The nine-judge court in Bucharest also confirmed Senate head Crin Antonescu as interim president and approved a change in the Parliament’s leadership, rejecting a challenge filed by the legislature’s former heads, Vasile Blaga and Roberta Anastase, it said yesterday in an e-mailed statement. It may also rule today on a change in the referendum law that would help ease moves to remove the president.
“The court found that the procedure to suspend Traian Basescu from the position of President was respected,” the court said, explaining the decision today on its website. “The decision is final and mandatory.”
Premier Victor Ponta, riding public anger over austerity measures, is looking to remove Basescu two months after becoming the third premier this year in the Balkan nation as it prepares for parliamentary elections in November or December. The impeachment attempt is fueling political turmoil, which pushed the leu to a record low.
The court also said a law preventing it from ruling on parliamentary decisions, such as a president’s suspension, is unconstitutional. The court’s powers are still limited by an emergency ordinance issued by the government on July 4, which is in force, stating that it can’t rule on parliamentary decisions.
The court may announce its ruling today on a law governing referendums that makes it easier to remove the president by lowering the threshold for a valid vote, following a challenge by the opposition. The government passed an emergency decree last week with the same changes to the referendum law, which is already in force.
According to the government’s degree, the president can be ousted with the majority of citizens taking part in the referendum instead of a majority of eligible voters.

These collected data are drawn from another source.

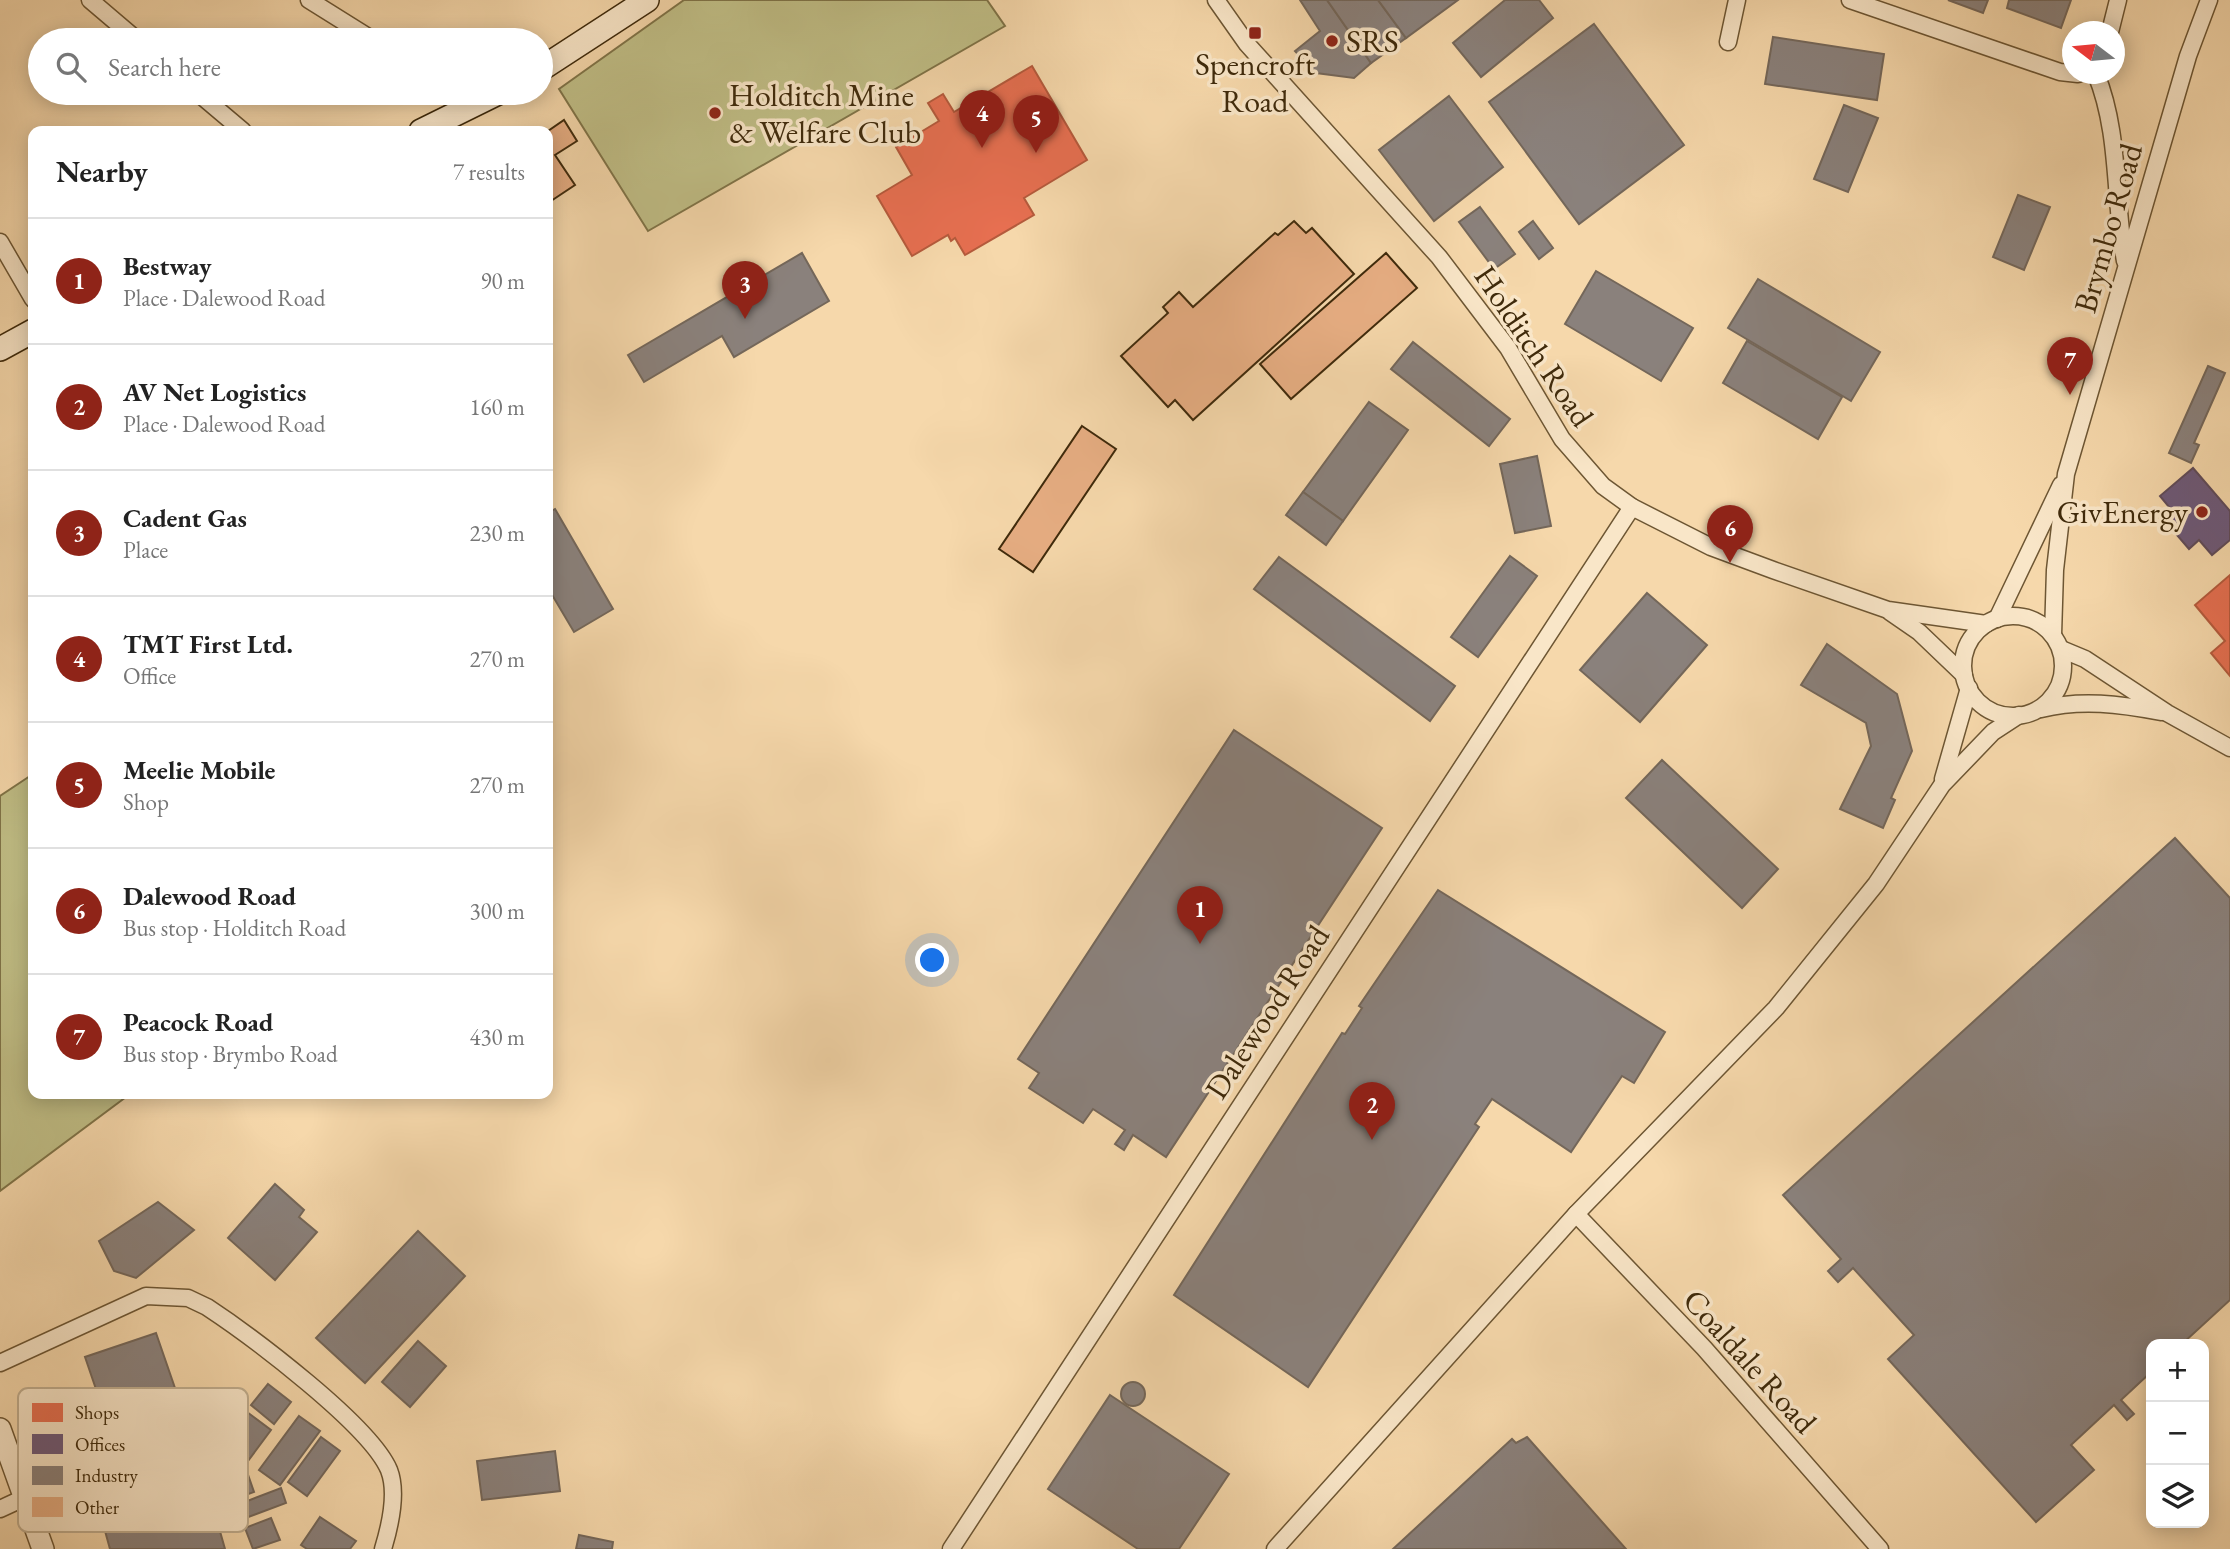 <!DOCTYPE html>
<meta charset="utf-8">
<style>
:root{--surface:#fff;--page:#f2f2f2;--text:#222;--muted:#767676;--line:#e0e0e0;--accent:#8f2418}
body{margin:0;font-family:"EB Garamond",serif;background:var(--page);color:var(--text)}
.controls{position:absolute;right:21px;bottom:21px;display:grid;overflow:hidden;border-radius:14px;box-shadow:0 4px 18px #0003}
.controls button{width:63px;height:63px;display:grid;place-items:center;padding:0;border:0;border-bottom:2px solid var(--line);background:var(--surface);color:var(--text);font:35px sans-serif}
.compass{position:absolute;left:2062px;top:21px;width:63px;height:63px;border-radius:50%;background:var(--surface);box-shadow:0 4px 18px #0003;rotate:286deg}
.you{position:absolute;left:933px;top:961px;width:24px;height:24px;margin:-18px;border:5px solid #fff;border-radius:50%;background:#1a73e8;box-shadow:0 0 0 10px #1a73e833}
.badge{display:grid;place-items:center;width:46px;height:46px;border-radius:50%;background:var(--accent);color:#fff;font-size:23px;font-weight:700}
.pin{position:absolute;translate:-50% -58px;filter:drop-shadow(0 2px 4px #0008)}
.pin::after{content:'';position:absolute;top:37px;width:24px;height:21px;background:inherit;clip-path:polygon(0 0,100% 0,50% 100%)}
.list{margin:0;padding:0;list-style:none}
h2{display:flex;justify-content:space-between;align-items:center;height:91px;margin:0;padding:0 28px;font-size:30px}
h2 small{font-size:23px;font-weight:400;color:var(--muted)}
.list li{display:grid;grid-template-columns:46px 1fr auto;gap:21px;align-items:center;box-sizing:border-box;height:126px;padding:0 28px;border-top:2px solid var(--line)}
.list b{display:block;font-size:26px;white-space:nowrap}
.list p{margin:0;font-size:23px;white-space:nowrap;color:var(--muted)}
.list em{font-size:23px;font-style:normal;color:var(--muted)}
.icon{flex:none;width:38px;height:38px;fill:none;stroke:currentColor;stroke-width:2;stroke-linecap:round;stroke-linejoin:round}
.map{position:relative;flex:none;width:2230px;height:1549px;overflow:hidden}
.search{position:absolute;background:var(--surface);box-shadow:0 4px 18px #0003;left:28px;top:28px;width:525px;height:77px;display:flex;align-items:center;gap:18px;box-sizing:border-box;padding:0 24px;border-radius:38px;color:var(--muted);font-size:26px}
.panel{position:absolute;background:var(--surface);box-shadow:0 4px 18px #0003;left:28px;top:126px;width:525px;height:973px;border-radius:14px}
.map>svg:first-child{display:block}
</style>
<div class="map">
<svg width="2230" height="1549" viewBox="0 0 2230 1549">
<rect width="100%" height="100%" fill="#f6d8ab"/>
<filter id="stains"><feTurbulence type="fractalNoise" baseFrequency=".00286" numOctaves="4"/><feColorMatrix values="0 0 0 0 .2 0 0 0 0 .09 0 0 0 0 .02 0 0 0 .5 -.17"/></filter>
<radialGradient id="worn" r=".72"><stop offset=".6" stop-color="#630" stop-opacity="0"/><stop offset="1" stop-color="#630" stop-opacity=".3"/></radialGradient>
<!-- green -->
<g fill="#c0be86" stroke="#807448" stroke-width="2">
<polygon points="684,0 987,0 1005,26 648,231 559,89"/>
<polygon points="33,774 33,1094 130,1094 0,1191 0,796"/>
</g>
<!-- shops -->
<g fill="#e76f51" stroke="#b55a3c" stroke-width="2">
<polygon points="1032,66 1087,160 1024,198 1034,215 965,255 955,238 951,241 948,235 912,256 877,196 912,175 896,147 939,121 928,103 943,94 954,112"/>
<polygon points="2230,575 2230,676 2211,653 2225,641 2195,605"/>
</g>
<!-- offices -->
<polygon fill="#6d597a" stroke="#5f4b59" stroke-width="2" points="2193,468 2230,511 2230,540 2212,555 2199,540 2189,549 2165,521 2174,513 2160,496"/>
<!-- industry -->
<g fill="#8a817c" stroke="#74675a" stroke-width="2">
<polygon points="1300,0 1327,0 1371,63 1354,78 1316,73 1295,51 1320,31"/>
<polygon points="1327,0 1378,0 1406,38 1371,63"/>
<polygon points="1378,0 1458,0 1406,38"/>
<polygon points="1505,0 1539,0 1553,18 1481,77 1453,43"/>
<polygon points="1948,0 1988,0 1983,13"/>
<polygon points="2009,0 2071,0 2061,28 2007,8"/>
<polygon points="1594,24 1684,145 1579,224 1489,102"/>
<polygon points="1773,37 1884,54 1877,100 1765,84"/>
<polygon points="1449,96 1503,167 1434,221 1379,150"/>
<polygon points="1844,105 1878,118 1848,192 1814,179"/>
<polygon points="2018,195 2050,207 2024,270 1993,257"/>
<polygon points="1480,207 1515,254 1494,269 1459,222"/>
<polygon points="1533,221 1553,248 1539,259 1519,232"/>
<polygon points="802,253 829,301 734,357 722,336 644,382 628,355"/>
<polygon points="1596,271 1693,328 1661,381 1565,324"/>
<polygon points="1758,279 1880,352 1851,401 1728,328"/>
<polygon points="1747,341 1842,397 1818,439 1723,383"/>
<polygon points="1413,342 1510,419 1489,446 1391,369"/>
<polygon points="2208,366 2225,373 2194,443 2199,445 2191,463 2169,453"/>
<polygon points="1369,402 1408,430 1343,521 1303,492"/>
<polygon points="1537,456 1551,526 1515,533 1500,464"/>
<polygon points="1303,492 1343,521 1326,545 1286,515"/>
<polygon points="555,509 613,609 574,632 548,588 548,513"/>
<polygon points="1510,556 1537,576 1478,657 1451,637"/>
<polygon points="1279,557 1455,686 1430,721 1254,589"/>
<polygon points="1647,593 1707,645 1640,722 1580,670"/>
<polygon points="1827,644 1897,694 1912,751 1891,798 1895,800 1883,828 1840,809 1871,746 1866,723 1801,685"/>
<polygon points="1234,730 1382,828 1166,1157 1133,1135 1124,1150 1115,1144 1125,1130 1093,1109 1083,1123 1029,1088 1039,1073 1018,1059"/>
<polygon points="1662,760 1778,869 1742,908 1626,798"/>
<polygon points="2175,838 2230,898 2230,1300 2182,1344 2151,1344 2151,1372 2121,1400 2134,1414 2127,1420 2114,1405 2071,1445 2094,1470 2036,1522 1888,1359 1914,1335 1853,1268 1838,1282 1828,1271 1841,1259 1783,1195"/>
<polygon points="1438,890 1665,1032 1634,1083 1622,1076 1571,1152 1492,1099 1475,1124 1479,1127 1308,1387 1174,1295 1342,1033 1345,1034 1362,1008 1359,1006"/>
<polygon points="275,1184 304,1210 299,1217 317,1232 275,1280 228,1238"/>
<polygon points="158,1202 194,1230 136,1278 114,1271 99,1241"/>
<polygon points="418,1231 465,1276 365,1383 316,1338"/>
<polygon points="156,1333 196,1449 125,1474 85,1357"/>
<polygon points="418,1341 446,1366 410,1407 382,1382"/>
<circle cx="1133" cy="1394" r="12"/>
<polygon points="268,1384 291,1402 274,1424 251,1405"/>
<polygon points="1110,1395 1229,1474 1179,1549 1138,1549 1048,1489"/>
<polygon points="247,1412 271,1430 248,1461 239,1466 217,1453"/>
<polygon points="299,1416 320,1431 280,1485 259,1470"/>
<polygon points="321,1437 340,1451 307,1496 288,1482"/>
<polygon points="1527,1437 1626,1549 1393,1549 1512,1439 1516,1443"/>
<polygon points="555,1451 560,1491 482,1500 477,1461"/>
<polygon points="200,1461 225,1549 110,1549 94,1491"/>
<polygon points="245,1466 254,1492 224,1503 215,1477"/>
<polygon points="281,1488 286,1503 243,1519 237,1505"/>
<polygon points="320,1517 356,1541 350,1549 307,1549 301,1545"/>
<polygon points="271,1518 280,1540 253,1549 245,1528"/>
<polygon points="579,1535 613,1542 612,1549 576,1549"/>
</g>
<!-- building -->
<g fill="#e7ae83" stroke="#3f2a0b" stroke-width="2">
<polygon points="564,120 577,141 555,155 575,185 548,203 548,131"/>
<polygon points="1294,221 1306,233 1312,228 1354,274 1193,420 1175,400 1168,407 1121,356 1168,313 1163,307 1179,292 1193,307 1275,233 1278,235"/>
<polygon points="1386,253 1417,288 1291,399 1260,364"/>
<polygon points="1082,426 1116,449 1033,572 999,549"/>
</g>
<g fill="none" stroke-linecap="round" stroke-linejoin="round">
<!-- minor casing -->
<g stroke="#6d5633" stroke-width="19">
<g id="minor">
<polyline points="90,0 137,40"/>
<polyline points="309,0 373,40"/>
<polyline points="1216,0 1247,44 1439,257 1508,348 1562,439 1603,486 1632,507 1711,547 1773,570 1888,610 1986,624"/>
<polyline points="1850,0 2060,72 2078,74"/>
<polyline points="2110,32 2118,0"/>
<polyline points="1728,42 1737,0"/>
<path d="M2096 74C2120 132 2114 199 2125 261"/>
<polyline points="198,93 243,131"/>
<polyline points="456,93 467,108"/>
<polyline points="0,242 33,299"/>
<polyline points="1890,612 1919,632 1964,675"/>
<circle cx="2013" cy="666" r="50"/>
<polyline points="1997,619 2061,485"/>
<polyline points="2053,635 2055,570 2066,474 2188,56 2209,0"/>
<polyline points="2061,649 2085,659 2167,713 2230,748"/>
<path d="M2041 709C2081 699 2120 704 2161 712"/>
<polyline points="1943,779 1969,688"/>
<polyline points="1576,1214 1704,1348 1880,1549"/>
<path d="M0 1363 146 1296 188 1298 207 1307C251 1336 370 1425 389 1470 398 1493 390 1526 383 1549"/>
<polyline points="0,1509 26,1497"/>
<polyline points="951,1549 1632,507"/>
<polyline points="1275,1549 1576,1214 1776,1008 1876,884 1942,785 1993,732 2019,715"/>
</g>
</g>
<!-- tertiary casing -->
<g stroke="#6d5633" stroke-width="24">
<polyline id="tertiary" points="0,1429 43,1549"/>
</g>
<!-- secondary casing -->
<g stroke="#3f2a0b" stroke-width="26">
<g id="secondary">
<polyline points="541,69 647,0"/>
<polyline points="421,131 498,93"/>
<polyline points="0,349 33,331"/>
</g>
</g>
<!-- minor -->
<use href="#minor" stroke="#f9e6c8" stroke-width="16"/>
<!-- tertiary -->
<use href="#tertiary" stroke="#f9e6c8" stroke-width="21"/>
<!-- secondary -->
<use href="#secondary" stroke="#f9e6c8" stroke-width="23"/>
</g>
<!-- markers -->
<g fill="#8f2418" stroke="#f9e6c8" stroke-width="2.5">
<rect x="1248" y="26" width="14" height="14" rx="3.5"/>
<circle cx="1332" cy="41" r="7"/>
<circle cx="715" cy="113" r="7"/>
<circle cx="2202" cy="512" r="7"/>
</g>
<g text-anchor="middle" dominant-baseline="central" stroke-width="7" stroke-linejoin="round" paint-order="stroke">
<!-- poi labels -->
<g font-size="32" fill="#3f2a0b" stroke="#f9e6c8" text-anchor="start">
<text x="1346" y="41">SRS</text>
<text x="1255" y="64" text-anchor="middle">Spencroft<tspan x="1255" dy="37">Road</tspan></text>
<text x="729" y="95">Holditch Mine<tspan x="729" dy="37">&amp; Welfare Club</tspan></text>
<text x="2188" y="512" text-anchor="end">GivEnergy</text>
</g>
<!-- street labels -->
<g font-size="32" fill="#3f2a0b" stroke="#f9e6c8">
<text transform="translate(2108 228) rotate(-74)">Brymbo Road</text>
<text transform="translate(1534 346) rotate(56)">Holditch Road</text>
<text transform="translate(1267 1012) rotate(-57)">Dalewood Road</text>
<text transform="translate(1750 1361) rotate(48)">Coaldale Road</text>
</g>
</g>
<!-- legend -->
<rect x="18" y="1388" width="230" height="144" rx="10" fill="#f9e6c8" stroke="#c1ae8f" stroke-width="2"/>
<rect x="32" y="1403" width="31" height="19" fill="#e76f51"/>
<rect x="32" y="1434" width="31" height="20" fill="#6d597a"/>
<rect x="32" y="1466" width="31" height="19" fill="#8a817c"/>
<rect x="32" y="1497" width="31" height="20" fill="#e7ae83"/>
<g font-size="19" fill="#3f2a0b">
<text x="75" y="1419">Shops</text>
<text x="75" y="1451">Offices</text>
<text x="75" y="1482">Industry</text>
<text x="75" y="1514">Other</text>
</g>
<rect width="100%" height="100%" filter="url(#stains)"/>
<rect width="100%" height="100%" fill="url(#worn)"/>
</svg>
<div class="controls">
<button>+</button>
<button>−</button>
<button><svg class="icon" aria-label="layers" viewBox="0 0 24 24"><path d="M12 4l9 5-9 5-9-5zM3 14l9 5 9-5"/></svg></button>
</div>
<svg class="compass" viewBox="-18 -18 36 36"><path d="M0-13l5 13h-10z" fill="#e53935"/><path d="M0 13l5-13h-10z" fill="#767676"/></svg>
<div class="you"></div>
<div class="pin badge" style="left:1200px;top:944px">1</div>
<div class="pin badge" style="left:1372px;top:1140px">2</div>
<div class="pin badge" style="left:745px;top:319px">3</div>
<div class="pin badge" style="left:982px;top:148px">4</div>
<div class="pin badge" style="left:1036px;top:153px">5</div>
<div class="pin badge" style="left:1730px;top:563px">6</div>
<div class="pin badge" style="left:2070px;top:395px">7</div>
<div class="search"><svg class="icon" aria-label="search" viewBox="0 0 24 24"><circle cx="10" cy="10" r="6"/><path d="M15 15l6 6"/></svg>Search here</div>
<section class="panel">
<h2>Nearby<small>7 results</small></h2>
<ul class="list">
<li><span class="badge">1</span><div><b>Bestway</b><p>Place · Dalewood Road</p></div><em>90 m</em></li>
<li><span class="badge">2</span><div><b>AV Net Logistics</b><p>Place · Dalewood Road</p></div><em>160 m</em></li>
<li><span class="badge">3</span><div><b>Cadent Gas</b><p>Place</p></div><em>230 m</em></li>
<li><span class="badge">4</span><div><b>TMT First Ltd.</b><p>Office</p></div><em>270 m</em></li>
<li><span class="badge">5</span><div><b>Meelie Mobile</b><p>Shop</p></div><em>270 m</em></li>
<li><span class="badge">6</span><div><b>Dalewood Road</b><p>Bus stop · Holditch Road</p></div><em>300 m</em></li>
<li><span class="badge">7</span><div><b>Peacock Road</b><p>Bus stop · Brymbo Road</p></div><em>430 m</em></li>
</ul>
</section>
</div>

The currency gained 0.26 percent and traded at 4.5205 to the euro, at 12:25 p.m. in Bucharest today.
Lawmakers suspended Basescu last week because of accusations he overstepped his duties when announcing state wage cuts in 2010 and other economic decisions. Basescu survived an impeachment referendum in 2007 with the backing of 74 percent of the country’s 8.1 million voters.
Basescu’s popularity plunged after backing the austerity measures and his political future will be decided in the referendum scheduled for July 29.
About 64 percent of Romanian voters will impeach Basescu in the referendum on whether he should be reinstated or ousted from office, according to a poll by Bucharest-based polling company IMAS for radio station Europa FM released July 8. About 27 percent of voters support Basescu’s reinstatement while 8.3 percent are undecided or didn’t want to take part in the survey.
The July 5-7 survey of an unspecified number of voters had a margin of error of 3 percentage points.